[Data for review — start]

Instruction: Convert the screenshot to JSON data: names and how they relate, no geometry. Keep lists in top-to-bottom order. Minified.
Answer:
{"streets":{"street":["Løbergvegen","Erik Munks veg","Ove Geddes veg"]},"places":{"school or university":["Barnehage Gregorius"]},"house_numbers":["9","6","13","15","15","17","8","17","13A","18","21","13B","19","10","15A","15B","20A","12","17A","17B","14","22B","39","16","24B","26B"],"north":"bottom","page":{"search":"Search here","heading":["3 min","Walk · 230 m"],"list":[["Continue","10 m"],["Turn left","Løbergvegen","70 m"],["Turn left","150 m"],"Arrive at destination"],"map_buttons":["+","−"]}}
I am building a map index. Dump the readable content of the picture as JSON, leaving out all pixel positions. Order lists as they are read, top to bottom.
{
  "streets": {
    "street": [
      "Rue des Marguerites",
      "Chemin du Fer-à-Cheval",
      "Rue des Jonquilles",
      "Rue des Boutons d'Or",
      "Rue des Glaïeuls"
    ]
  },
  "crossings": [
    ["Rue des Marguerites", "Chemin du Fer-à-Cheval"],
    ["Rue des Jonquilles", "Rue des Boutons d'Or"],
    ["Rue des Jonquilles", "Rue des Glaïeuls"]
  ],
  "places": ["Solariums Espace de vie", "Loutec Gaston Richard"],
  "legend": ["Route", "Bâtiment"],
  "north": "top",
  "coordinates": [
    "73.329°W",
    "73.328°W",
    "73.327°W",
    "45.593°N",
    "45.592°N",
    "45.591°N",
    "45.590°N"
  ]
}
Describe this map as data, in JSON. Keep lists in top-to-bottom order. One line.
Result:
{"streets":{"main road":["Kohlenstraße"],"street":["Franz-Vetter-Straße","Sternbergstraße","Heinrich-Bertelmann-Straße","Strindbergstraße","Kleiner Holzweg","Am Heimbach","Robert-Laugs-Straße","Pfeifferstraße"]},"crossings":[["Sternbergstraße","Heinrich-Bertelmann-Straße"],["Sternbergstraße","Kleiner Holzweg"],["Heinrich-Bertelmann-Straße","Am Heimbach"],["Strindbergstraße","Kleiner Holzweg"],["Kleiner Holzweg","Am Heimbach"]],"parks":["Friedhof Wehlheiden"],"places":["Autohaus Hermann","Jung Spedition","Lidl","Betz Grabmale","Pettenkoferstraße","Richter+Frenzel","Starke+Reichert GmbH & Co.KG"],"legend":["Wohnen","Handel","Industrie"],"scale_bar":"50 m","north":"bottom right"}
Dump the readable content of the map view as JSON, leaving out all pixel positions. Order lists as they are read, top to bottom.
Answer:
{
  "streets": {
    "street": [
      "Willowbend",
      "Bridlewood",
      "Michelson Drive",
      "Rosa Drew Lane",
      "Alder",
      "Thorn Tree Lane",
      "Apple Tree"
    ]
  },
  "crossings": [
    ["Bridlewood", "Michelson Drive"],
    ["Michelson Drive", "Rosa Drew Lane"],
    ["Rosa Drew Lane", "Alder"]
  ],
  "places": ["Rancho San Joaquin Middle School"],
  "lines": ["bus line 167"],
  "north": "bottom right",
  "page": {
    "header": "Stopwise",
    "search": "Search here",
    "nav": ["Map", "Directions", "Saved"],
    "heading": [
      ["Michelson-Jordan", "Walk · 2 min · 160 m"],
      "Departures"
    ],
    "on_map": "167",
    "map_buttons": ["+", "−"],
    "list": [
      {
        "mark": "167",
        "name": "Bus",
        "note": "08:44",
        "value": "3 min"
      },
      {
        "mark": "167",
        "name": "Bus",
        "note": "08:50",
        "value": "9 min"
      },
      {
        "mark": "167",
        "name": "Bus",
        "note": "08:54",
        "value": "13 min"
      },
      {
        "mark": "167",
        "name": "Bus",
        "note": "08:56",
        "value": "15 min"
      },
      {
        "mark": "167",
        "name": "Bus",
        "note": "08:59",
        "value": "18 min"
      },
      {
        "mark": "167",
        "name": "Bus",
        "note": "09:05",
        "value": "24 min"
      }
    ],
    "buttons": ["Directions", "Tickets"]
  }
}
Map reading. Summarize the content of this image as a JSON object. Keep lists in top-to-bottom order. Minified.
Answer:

[Data for review — finish]

### Task goal
Pick every line of the data that includes the string "this".

### Answer to the problem
Describe this map as data, in JSON. Keep lists in top-to-bottom order. One line.
Map reading. Summarize the content of this image as a JSON object. Keep lists in top-to-bottom order. Minified.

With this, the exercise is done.